We say this in light of Chizik's short-term memory loss during his Thursday morning appearance at the Southeastern Conference's Football Media Days.
Having answered seven questions concerning the Tigers' ongoing NCAA concerns over the recruitment of Newton -- who did stick around long enough to win both the Heisman Trophy and national championship last season before turning pro -- Chizik said, "Again, as I've said for maybe the fifth time today, I feel really good when my head hits the pillow at night."
Trouble was, he had uttered those words only twice -- after the print media's sixth and 18th questions to him.
When you can't remember whether you said something two times or five times in a span of 15 minutes, you're clearly feeling the heat.
Or maybe Chizik is upset only that these repeated questions about a player no longer on his roster keep getting in the way of what he really wants to talk about: "Graduating players and winning championships."
Not that Chizik has resided in the Loveliest Village on the Plain long enough to have a graduation rate. But he has taken just two seasons to win the school's first national title since 1957. Even Alabama's resident genius Nick Saban needed three years to win the Crimson Tide's first title since 1992.
Assuming the NCAA allows the Tigers to keep their latest crown, Chizik appears to be building a program capable of yearly challenging both LSU and Bama in the SEC West.
He even said as much before the Newton questions began, telling all who would listen, "I feel really excited about not just the 2011 football season, but really just kind of where we are as a program."
Yet that's also where everything gets a wee bit murky. Is Auburn truly where it appears to be -- in the NCAA clear? Or are those serious storm clouds on the horizon, given the conversation reported to have taken place between Chizik and Julie Roe Lach, the NCAA's director of enforcement, at the SEC's spring meetings in Destin?
According to an article in last week's New York Times, Chizik asked Lach during a coaches' meeting when the NCAA intended to make public that its investigation was over.
She supposedly replied, "You'll know when we're finished. And we're not finished."
Understandably upset by this conversation going public, Chizik said Thursday, "Typically, I don't talk about what I thought were private meetings. Apparently, it became public, so for that reason I will address it. It was a real simple question to Julie. [Her answer] was very informative. There were some clarifications that were made that had to do with the process."
And that was basically all he said about Destin, except to reiterate a second time, his face seemingly frozen in a forced smile, "She was very willing to clarify for me, and I appreciated that."

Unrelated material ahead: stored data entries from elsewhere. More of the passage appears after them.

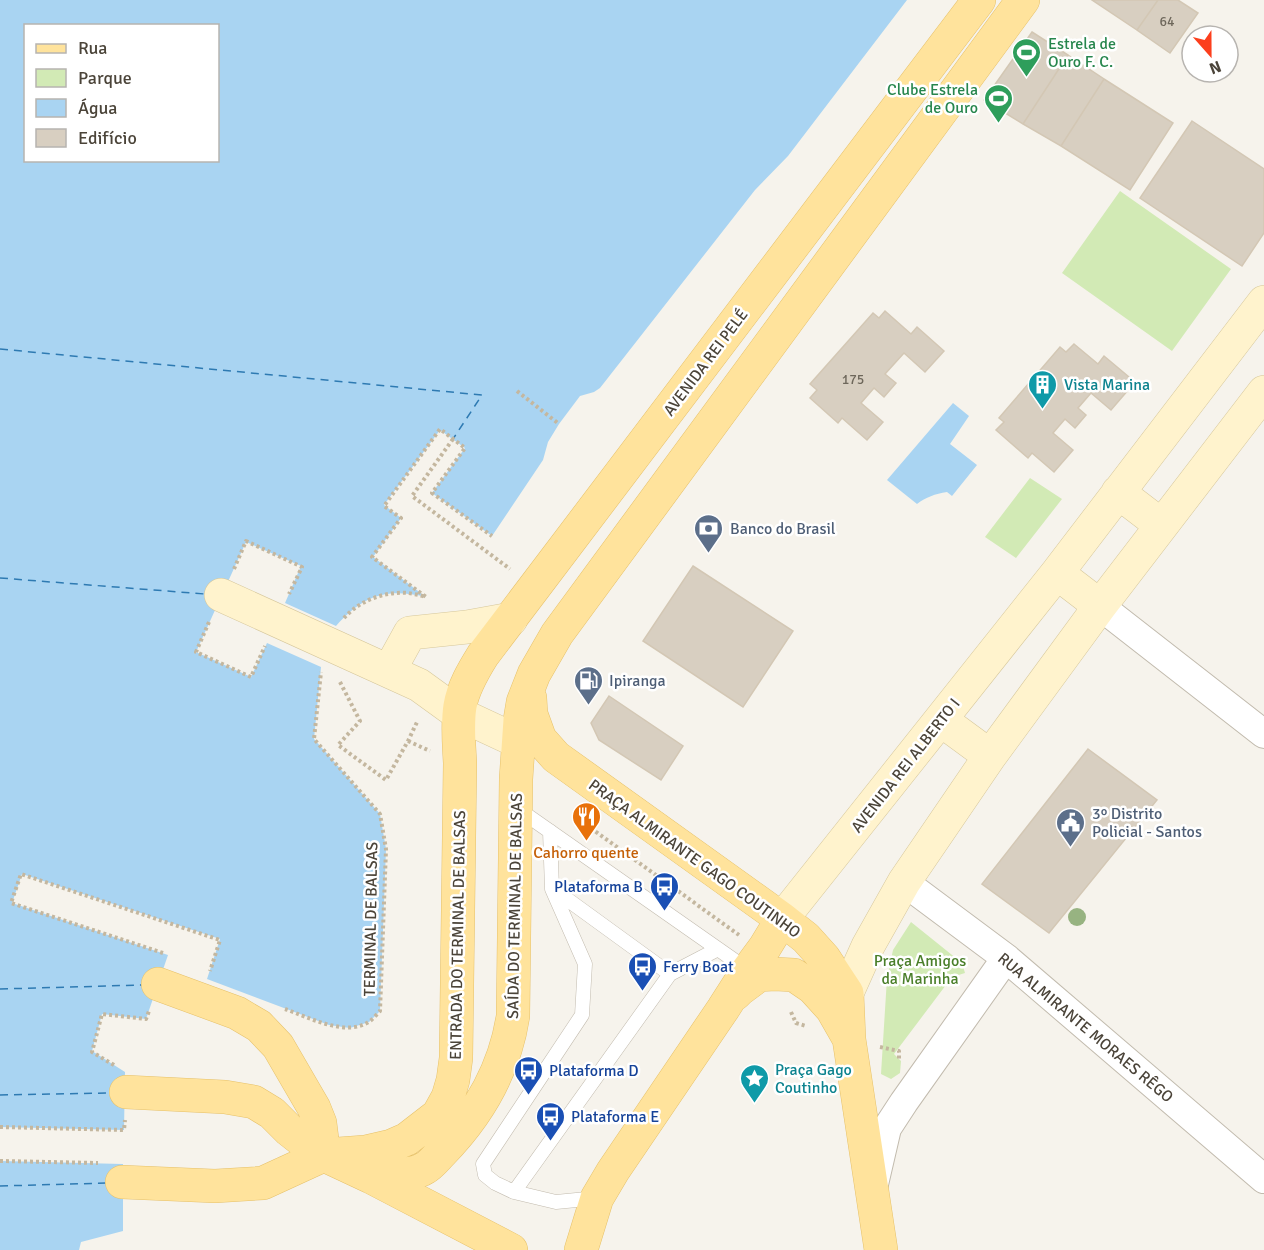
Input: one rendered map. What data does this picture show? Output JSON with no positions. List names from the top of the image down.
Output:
{
  "streets": {
    "main road": [
      "AVENIDA REI PELÉ",
      "AVENIDA REI ALBERTO I",
      "PRAÇA ALMIRANTE GAGO COUTINHO",
      "SAÍDA DO TERMINAL DE BALSAS",
      "ENTRADA DO TERMINAL DE BALSAS"
    ],
    "street": ["RUA ALMIRANTE MORAES RÊGO"],
    "path": ["TERMINAL DE BALSAS"]
  },
  "crossings": [
    ["AVENIDA REI PELÉ", "ENTRADA DO TERMINAL DE BALSAS"],
    ["AVENIDA REI ALBERTO I", "PRAÇA ALMIRANTE GAGO COUTINHO"],
    ["SAÍDA DO TERMINAL DE BALSAS", "ENTRADA DO TERMINAL DE BALSAS"]
  ],
  "parks": ["Praça Amigos da Marinha"],
  "places": {
    "sports": ["Estrela de Ouro F. C.", "Clube Estrela de Ouro"],
    "building": ["Vista Marina"],
    "bank": ["Banco do Brasil"],
    "fuel station": ["Ipiranga"],
    "restaurant": ["Cahorro quente"],
    "public building": ["3º Distrito Policial - Santos"],
    "bus stop": [
      "Plataforma B",
      "Ferry Boat",
      "Plataforma D",
      "Plataforma E"
    ],
    "place": ["Praça Gago Coutinho"]
  },
  "house_numbers": ["64", "175"],
  "legend": [
    "Rua",
    "Parque",
    "Água",
    "Edifício"
  ],
  "north": "bottom"
}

It's at this point that you can imagine a scene unfolding in Auburn athletic director Jay Jacobs' office the week after Destin in which the AD did all the talking and Chizik all the listening, the lecture ending with, "And when you get to Hoover, you're going to tell the media how much you appreciated Julie Roe Lach's clarifications. And you're going to smile when you say it. And that's all you're going to say."
So Chizik politely denied the Times' assertion that the meeting was testy. He instead spoke enthusiastically of Auburn's recent top-five back-to-back recruiting classes, of its brand new $16 million indoor practice facility, of the stunning support of the "Auburn family."
And then, just to prove there really might be a wry sense of humor beneath his robotic facade, Chizik said this about the NCAA denying freshman running back Mike Blakely immediate eligibility after his transfer from Florida.
Sounding eerily like the NCAA's Lach, he said: "We're still working through the process. When the process is completely finished, I'll let you know."
As Auburn players were wrapping up their media responsibilities, Tigers tight end Philip Lutzenkirchen said, "There will never be another Cameron Newton."
And he's right. But not until the NCAA finishes its investigation will the Auburn family know if that's a good thing or a bad thing for its latest national championship.